Problem to work on |
Pull out every line below that contains the word "shadow".

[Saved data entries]
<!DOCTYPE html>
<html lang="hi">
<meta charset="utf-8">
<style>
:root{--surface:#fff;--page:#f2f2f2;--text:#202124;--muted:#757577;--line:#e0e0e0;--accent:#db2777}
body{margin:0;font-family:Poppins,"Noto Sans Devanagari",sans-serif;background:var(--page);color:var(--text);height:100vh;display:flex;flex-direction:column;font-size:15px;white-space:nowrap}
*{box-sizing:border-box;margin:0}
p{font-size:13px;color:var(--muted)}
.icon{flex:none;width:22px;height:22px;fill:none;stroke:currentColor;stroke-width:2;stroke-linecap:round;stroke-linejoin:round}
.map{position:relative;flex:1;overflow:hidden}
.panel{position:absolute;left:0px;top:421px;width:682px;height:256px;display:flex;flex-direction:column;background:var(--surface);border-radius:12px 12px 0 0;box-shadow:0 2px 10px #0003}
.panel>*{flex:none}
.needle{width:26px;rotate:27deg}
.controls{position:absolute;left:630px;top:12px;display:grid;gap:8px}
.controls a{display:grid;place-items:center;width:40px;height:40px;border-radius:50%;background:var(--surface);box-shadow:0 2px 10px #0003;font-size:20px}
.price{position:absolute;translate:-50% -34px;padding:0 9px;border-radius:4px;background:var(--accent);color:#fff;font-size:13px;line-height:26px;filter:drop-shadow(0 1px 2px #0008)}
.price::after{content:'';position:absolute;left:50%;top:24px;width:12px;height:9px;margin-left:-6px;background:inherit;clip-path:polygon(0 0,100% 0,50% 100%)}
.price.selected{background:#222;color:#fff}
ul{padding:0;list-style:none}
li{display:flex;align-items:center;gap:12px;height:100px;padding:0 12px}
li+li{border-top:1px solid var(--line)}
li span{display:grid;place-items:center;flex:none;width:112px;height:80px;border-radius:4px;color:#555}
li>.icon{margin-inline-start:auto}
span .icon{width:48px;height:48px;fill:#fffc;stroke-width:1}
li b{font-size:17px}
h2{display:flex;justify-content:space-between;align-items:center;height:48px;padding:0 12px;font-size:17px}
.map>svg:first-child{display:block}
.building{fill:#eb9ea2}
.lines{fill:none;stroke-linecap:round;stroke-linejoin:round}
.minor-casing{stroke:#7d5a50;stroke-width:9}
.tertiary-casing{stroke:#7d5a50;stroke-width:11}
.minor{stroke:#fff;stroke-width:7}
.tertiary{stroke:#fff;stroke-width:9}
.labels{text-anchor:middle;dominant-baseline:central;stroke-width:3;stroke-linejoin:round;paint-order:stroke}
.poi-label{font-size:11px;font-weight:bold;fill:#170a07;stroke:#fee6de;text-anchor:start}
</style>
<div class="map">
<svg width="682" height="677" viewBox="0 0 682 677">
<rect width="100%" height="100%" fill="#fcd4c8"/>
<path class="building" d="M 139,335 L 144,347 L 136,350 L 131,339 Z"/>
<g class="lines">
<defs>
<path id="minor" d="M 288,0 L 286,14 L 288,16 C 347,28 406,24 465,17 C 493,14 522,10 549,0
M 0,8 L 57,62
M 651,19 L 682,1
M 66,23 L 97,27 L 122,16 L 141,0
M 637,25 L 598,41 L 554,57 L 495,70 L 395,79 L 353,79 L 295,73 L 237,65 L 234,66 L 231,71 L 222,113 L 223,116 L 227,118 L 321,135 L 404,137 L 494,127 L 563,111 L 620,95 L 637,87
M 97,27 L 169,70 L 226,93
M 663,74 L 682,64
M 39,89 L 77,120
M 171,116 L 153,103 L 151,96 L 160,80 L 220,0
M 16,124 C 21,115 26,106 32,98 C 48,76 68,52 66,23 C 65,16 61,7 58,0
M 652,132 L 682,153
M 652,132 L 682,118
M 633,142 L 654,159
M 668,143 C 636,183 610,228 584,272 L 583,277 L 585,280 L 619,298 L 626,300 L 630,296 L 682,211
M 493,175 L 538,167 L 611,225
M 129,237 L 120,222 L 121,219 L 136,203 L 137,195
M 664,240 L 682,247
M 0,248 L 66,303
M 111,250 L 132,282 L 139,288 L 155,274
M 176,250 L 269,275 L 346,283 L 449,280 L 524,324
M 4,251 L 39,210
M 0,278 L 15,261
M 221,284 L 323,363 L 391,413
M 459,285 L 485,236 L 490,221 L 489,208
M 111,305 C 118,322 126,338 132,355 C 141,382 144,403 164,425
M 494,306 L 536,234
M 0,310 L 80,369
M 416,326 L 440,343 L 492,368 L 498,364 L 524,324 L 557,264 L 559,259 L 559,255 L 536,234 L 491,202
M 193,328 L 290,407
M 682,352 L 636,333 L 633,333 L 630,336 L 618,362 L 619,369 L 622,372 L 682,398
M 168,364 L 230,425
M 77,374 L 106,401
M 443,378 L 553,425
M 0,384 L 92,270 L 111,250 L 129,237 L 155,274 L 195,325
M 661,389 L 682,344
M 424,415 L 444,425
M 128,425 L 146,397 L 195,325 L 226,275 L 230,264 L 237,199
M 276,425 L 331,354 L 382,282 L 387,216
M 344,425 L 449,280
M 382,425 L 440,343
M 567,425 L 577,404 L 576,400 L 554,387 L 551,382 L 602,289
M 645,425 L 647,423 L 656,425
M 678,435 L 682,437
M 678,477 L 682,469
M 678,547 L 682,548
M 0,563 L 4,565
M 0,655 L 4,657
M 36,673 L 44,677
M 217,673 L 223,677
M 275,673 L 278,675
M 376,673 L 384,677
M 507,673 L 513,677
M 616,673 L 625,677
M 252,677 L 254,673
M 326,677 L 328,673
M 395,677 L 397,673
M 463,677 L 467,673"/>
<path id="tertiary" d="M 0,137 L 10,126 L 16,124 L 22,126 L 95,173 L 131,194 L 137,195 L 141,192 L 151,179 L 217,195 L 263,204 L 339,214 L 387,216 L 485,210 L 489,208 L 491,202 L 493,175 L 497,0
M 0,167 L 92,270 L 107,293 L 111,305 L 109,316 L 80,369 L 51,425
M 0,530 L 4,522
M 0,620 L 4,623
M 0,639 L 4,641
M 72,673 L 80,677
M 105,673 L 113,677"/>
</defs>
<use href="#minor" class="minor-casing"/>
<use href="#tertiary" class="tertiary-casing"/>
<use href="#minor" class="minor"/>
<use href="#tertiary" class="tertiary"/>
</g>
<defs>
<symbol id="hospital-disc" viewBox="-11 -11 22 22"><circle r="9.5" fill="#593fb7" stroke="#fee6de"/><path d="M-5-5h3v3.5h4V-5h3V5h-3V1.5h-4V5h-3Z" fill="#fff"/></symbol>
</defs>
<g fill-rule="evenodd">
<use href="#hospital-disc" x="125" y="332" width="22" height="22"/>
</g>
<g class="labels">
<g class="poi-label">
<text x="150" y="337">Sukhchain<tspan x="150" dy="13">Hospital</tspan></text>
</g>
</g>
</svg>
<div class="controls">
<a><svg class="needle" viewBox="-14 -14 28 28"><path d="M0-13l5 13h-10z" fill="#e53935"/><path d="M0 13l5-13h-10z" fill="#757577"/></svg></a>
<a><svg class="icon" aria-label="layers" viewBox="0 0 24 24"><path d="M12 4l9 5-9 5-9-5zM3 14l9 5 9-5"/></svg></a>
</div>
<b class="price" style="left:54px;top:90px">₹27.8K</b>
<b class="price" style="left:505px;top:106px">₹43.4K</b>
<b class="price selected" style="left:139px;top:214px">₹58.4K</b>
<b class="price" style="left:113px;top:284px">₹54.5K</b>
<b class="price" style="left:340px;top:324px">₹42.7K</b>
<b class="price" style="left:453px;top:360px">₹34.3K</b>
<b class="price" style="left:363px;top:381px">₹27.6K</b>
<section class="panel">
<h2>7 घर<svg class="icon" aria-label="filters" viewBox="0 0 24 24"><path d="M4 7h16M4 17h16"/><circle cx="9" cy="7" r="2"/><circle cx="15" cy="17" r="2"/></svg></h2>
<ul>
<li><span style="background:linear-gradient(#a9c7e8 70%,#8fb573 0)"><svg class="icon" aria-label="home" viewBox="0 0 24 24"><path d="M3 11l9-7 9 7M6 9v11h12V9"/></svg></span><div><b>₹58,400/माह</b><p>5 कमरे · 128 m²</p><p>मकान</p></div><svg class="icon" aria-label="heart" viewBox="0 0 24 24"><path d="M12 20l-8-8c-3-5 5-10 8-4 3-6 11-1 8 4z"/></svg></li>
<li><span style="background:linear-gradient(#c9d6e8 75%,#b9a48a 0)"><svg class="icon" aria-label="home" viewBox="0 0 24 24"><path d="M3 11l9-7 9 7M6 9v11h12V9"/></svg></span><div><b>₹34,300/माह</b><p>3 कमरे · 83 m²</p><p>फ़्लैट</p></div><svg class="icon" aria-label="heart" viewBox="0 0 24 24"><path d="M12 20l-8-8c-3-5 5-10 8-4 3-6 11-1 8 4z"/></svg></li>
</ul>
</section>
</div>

Answer to this exercise |
.panel{position:absolute;left:0px;top:421px;width:682px;height:256px;display:flex;flex-direction:column;background:var(--surface);border-radius:12px 12px 0 0;box-shadow:0 2px 10px #0003}
.controls a{display:grid;place-items:center;width:40px;height:40px;border-radius:50%;background:var(--surface);box-shadow:0 2px 10px #0003;font-size:20px}
.price{position:absolute;translate:-50% -34px;padding:0 9px;border-radius:4px;background:var(--accent);color:#fff;font-size:13px;line-height:26px;filter:drop-shadow(0 1px 2px #0008)}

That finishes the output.